A good editor is invaluable to your marketing efforts and sponsored content team. The best editor will convey your messages so smoothly that an audience is freed up to focus on what is being said, as opposed to being distracted by awkward phrasing or typographical errors. An editor acts as your quality assurance advisor, making sure every piece of content meets agreed-upon standards before it goes public.

An editor who oversees other forms of content — video, audio, graphic design — is more often referred to as a production director. This person reviews and revises anything that is produced by the design team.

4. Designer

In the digital realm, a large unbroken wall of text will scare away web surfers faster than an escaped lion at the zoo. To maximize appeal, the text should be broken up into consumable chunks and paired with eye-catching visuals. Your designer needs to be highly skilled in the art of combining blocks of text with subheadings, pull quotes, photos, captions, color schemes, and a clear call to action.

Designers can typically be hired on a job-by-job basis. Once your publications have settled on a preferred look and feel, you’ll want to make sure every designer follows the pattern. Branding effectively requires your look to stay uniform until you (not the designer) say so.

Nowadays, video is a major player when it comes to content. Consider adding a team member who is skilled with a camera and fluent with video editing software. Save video for those spots where it is most effective. You’ll dull its value if it’s used for everything.

5. Promoter

Having the best content in the world won’t matter unless and until someone engages with it. Your team needs an individual who is responsible for getting your content out into the world. A promoter helps you make connections with influencers and publishing platforms.

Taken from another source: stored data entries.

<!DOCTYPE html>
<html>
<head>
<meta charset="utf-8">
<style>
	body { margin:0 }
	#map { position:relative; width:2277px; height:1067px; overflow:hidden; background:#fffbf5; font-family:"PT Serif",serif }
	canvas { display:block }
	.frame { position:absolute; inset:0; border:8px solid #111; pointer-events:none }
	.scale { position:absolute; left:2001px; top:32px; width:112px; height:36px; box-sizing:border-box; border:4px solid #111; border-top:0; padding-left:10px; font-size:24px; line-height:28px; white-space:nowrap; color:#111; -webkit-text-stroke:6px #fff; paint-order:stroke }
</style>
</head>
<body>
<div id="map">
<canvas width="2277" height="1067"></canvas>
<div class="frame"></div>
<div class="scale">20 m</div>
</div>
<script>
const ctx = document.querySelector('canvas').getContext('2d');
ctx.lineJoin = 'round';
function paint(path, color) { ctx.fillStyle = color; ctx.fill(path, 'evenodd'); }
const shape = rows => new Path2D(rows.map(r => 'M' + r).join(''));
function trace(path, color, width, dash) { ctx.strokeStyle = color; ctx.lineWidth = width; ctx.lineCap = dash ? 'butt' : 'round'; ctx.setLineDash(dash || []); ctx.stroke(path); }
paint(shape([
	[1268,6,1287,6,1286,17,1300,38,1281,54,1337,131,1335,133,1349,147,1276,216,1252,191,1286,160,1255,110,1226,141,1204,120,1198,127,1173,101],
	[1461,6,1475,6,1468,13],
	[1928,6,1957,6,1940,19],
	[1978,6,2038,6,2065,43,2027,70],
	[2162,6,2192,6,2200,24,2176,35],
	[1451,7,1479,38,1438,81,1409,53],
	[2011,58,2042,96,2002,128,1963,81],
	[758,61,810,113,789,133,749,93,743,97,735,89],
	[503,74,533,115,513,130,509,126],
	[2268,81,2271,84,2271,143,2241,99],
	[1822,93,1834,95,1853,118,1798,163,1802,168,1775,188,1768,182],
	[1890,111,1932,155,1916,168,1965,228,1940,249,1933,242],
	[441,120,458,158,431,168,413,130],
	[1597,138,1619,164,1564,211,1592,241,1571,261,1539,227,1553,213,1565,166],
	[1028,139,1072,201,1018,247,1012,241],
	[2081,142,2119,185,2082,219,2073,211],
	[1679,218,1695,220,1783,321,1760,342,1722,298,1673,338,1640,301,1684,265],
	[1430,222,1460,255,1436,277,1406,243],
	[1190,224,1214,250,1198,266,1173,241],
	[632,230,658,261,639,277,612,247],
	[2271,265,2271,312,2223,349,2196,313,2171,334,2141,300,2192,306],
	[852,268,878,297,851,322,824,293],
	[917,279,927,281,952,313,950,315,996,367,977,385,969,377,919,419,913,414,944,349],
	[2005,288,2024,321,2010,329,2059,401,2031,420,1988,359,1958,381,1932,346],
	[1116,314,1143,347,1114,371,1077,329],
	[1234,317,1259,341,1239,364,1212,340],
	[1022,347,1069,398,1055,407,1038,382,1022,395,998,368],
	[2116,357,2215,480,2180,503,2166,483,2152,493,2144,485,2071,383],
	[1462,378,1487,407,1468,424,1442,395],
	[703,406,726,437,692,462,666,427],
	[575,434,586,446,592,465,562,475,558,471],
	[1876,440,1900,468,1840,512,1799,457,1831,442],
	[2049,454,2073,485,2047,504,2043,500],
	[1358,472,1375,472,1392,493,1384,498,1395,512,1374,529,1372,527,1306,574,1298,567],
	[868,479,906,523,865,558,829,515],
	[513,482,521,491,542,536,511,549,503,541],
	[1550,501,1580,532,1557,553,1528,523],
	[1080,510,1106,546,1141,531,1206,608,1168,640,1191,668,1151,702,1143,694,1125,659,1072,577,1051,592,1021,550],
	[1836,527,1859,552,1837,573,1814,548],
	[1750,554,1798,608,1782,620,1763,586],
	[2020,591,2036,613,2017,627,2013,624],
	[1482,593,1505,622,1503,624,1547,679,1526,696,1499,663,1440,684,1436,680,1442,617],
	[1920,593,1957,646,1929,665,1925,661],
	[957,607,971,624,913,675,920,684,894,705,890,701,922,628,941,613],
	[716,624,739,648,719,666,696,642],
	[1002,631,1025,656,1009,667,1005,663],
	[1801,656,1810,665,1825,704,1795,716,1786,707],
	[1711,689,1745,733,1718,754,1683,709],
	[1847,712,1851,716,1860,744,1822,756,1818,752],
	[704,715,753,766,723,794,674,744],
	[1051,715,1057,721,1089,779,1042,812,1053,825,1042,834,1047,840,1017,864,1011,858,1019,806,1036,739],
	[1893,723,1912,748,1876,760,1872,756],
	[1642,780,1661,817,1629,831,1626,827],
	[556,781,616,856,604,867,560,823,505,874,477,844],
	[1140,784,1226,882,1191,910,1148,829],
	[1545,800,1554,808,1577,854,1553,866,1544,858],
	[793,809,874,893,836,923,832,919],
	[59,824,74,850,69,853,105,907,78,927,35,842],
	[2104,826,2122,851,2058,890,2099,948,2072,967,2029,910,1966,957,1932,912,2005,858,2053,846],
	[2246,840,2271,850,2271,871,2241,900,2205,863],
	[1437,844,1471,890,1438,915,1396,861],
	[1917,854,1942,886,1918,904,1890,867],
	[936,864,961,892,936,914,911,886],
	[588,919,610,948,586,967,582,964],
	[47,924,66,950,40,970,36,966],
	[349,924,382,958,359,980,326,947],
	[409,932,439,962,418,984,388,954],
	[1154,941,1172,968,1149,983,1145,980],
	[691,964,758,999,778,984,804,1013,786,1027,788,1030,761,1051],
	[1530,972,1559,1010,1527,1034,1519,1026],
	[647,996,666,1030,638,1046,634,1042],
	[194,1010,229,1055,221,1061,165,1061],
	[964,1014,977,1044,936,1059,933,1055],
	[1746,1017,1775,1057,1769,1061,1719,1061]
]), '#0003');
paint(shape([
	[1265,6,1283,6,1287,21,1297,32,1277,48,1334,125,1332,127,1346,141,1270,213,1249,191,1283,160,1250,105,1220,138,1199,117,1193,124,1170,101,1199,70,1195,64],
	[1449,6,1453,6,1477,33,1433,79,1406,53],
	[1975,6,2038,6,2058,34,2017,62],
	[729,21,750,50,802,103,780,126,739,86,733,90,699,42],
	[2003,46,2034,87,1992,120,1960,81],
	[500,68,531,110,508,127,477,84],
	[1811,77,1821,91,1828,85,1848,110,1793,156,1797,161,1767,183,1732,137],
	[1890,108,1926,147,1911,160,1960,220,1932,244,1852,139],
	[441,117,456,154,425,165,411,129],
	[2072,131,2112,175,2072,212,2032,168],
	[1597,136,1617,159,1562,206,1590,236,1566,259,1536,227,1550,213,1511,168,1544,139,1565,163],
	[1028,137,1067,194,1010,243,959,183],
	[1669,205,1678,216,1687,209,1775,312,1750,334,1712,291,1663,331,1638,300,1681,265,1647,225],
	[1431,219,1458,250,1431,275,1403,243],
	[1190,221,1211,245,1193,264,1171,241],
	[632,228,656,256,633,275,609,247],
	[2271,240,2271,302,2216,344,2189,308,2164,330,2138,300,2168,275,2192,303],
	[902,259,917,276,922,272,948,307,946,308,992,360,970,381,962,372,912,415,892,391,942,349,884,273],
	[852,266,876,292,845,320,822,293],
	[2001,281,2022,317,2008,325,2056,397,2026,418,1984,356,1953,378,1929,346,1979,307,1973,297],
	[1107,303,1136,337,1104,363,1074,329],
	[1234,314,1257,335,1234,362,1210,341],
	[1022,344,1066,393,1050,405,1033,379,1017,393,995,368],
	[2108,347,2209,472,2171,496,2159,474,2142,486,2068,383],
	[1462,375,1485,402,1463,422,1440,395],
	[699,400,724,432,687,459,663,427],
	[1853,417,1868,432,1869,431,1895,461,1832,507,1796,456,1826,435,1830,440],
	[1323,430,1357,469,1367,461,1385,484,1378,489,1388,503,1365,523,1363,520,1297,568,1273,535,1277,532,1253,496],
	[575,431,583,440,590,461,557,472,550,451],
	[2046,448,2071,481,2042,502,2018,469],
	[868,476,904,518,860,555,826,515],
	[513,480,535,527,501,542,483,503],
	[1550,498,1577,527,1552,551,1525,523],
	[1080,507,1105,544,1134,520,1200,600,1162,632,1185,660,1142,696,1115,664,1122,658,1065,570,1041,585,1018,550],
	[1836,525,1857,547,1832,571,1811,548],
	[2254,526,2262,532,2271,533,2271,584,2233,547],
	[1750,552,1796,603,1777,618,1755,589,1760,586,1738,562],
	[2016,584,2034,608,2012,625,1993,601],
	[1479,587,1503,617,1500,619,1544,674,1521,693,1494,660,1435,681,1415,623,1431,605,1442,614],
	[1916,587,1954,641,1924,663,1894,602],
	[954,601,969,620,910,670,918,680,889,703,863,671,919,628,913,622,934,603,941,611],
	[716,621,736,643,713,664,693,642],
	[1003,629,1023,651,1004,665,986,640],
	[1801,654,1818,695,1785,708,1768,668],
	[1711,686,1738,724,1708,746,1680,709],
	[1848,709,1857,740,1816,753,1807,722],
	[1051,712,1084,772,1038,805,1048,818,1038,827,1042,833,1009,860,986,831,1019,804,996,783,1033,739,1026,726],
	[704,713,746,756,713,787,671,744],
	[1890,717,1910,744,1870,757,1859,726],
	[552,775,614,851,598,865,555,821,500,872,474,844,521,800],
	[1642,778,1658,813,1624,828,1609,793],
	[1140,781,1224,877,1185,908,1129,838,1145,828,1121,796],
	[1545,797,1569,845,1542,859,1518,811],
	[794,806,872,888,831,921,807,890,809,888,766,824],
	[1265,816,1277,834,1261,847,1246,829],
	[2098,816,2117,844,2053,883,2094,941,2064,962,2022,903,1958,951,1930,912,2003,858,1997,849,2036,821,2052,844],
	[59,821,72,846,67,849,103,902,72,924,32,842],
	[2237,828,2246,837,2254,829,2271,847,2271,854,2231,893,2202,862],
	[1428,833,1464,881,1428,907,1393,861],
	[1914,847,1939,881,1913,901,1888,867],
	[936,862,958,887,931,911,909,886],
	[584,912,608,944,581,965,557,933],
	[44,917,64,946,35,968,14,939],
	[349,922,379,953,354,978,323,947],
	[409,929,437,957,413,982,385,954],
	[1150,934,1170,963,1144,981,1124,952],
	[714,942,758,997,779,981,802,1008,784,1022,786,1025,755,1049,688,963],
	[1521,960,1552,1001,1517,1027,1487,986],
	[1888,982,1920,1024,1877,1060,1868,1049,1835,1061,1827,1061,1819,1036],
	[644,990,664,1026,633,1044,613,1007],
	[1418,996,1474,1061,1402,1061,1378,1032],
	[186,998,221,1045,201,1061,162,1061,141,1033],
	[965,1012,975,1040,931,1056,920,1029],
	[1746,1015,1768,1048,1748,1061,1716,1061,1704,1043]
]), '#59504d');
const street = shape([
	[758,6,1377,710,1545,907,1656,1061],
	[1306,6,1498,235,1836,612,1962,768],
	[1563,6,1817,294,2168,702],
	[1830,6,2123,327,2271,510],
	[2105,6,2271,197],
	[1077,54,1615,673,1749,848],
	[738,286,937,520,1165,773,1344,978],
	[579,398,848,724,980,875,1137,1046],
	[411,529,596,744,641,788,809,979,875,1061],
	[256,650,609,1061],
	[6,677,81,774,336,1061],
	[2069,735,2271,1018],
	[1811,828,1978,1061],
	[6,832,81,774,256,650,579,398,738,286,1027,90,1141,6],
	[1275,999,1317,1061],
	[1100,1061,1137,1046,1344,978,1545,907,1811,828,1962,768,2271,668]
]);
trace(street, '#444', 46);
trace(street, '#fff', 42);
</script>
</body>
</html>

The best will look for unique, nontraditional opportunities where your content will thrive.

Your promoter can also serve as manager of advertising, though larger teams are likely to split these roles. Competent ad managers not only know where to place ads and how much to spend, they also know how to gauge their effectiveness through objective data. This data might be the number of promotional codes accessed, website analytics, or survey responses. Anyone can spend ad money, but an effective manager knows how to calculate ROI.

6. Project Manager

All team members need to operate with some level of autonomy, especially creatives. Still, someone will need to keep a guiding hand on all the moving parts. A project manager will be aware of everything happening on a campaign and provide needed oversight to all team members.

Without effective project management, a team member could easily develop tunnel vision. A project manager makes sure that does not happen by providing specific tasks and manageable, agreed-upon deadlines. Make sure your PM comes prepackaged with diplomacy skills.

As your team evolves, you should feel free to revisit assigned roles and play to newly discovered strengths. You may even decide to merge a few roles for efficiency’s sake. 

When a sponsored content campaign winds down, be sure to schedule an informal after-action meeting with all of your team members. Solicit feedback and encourage them to be transparent with what they liked and disliked about the project. Use this information as your starting point for the next sponsored content you develop.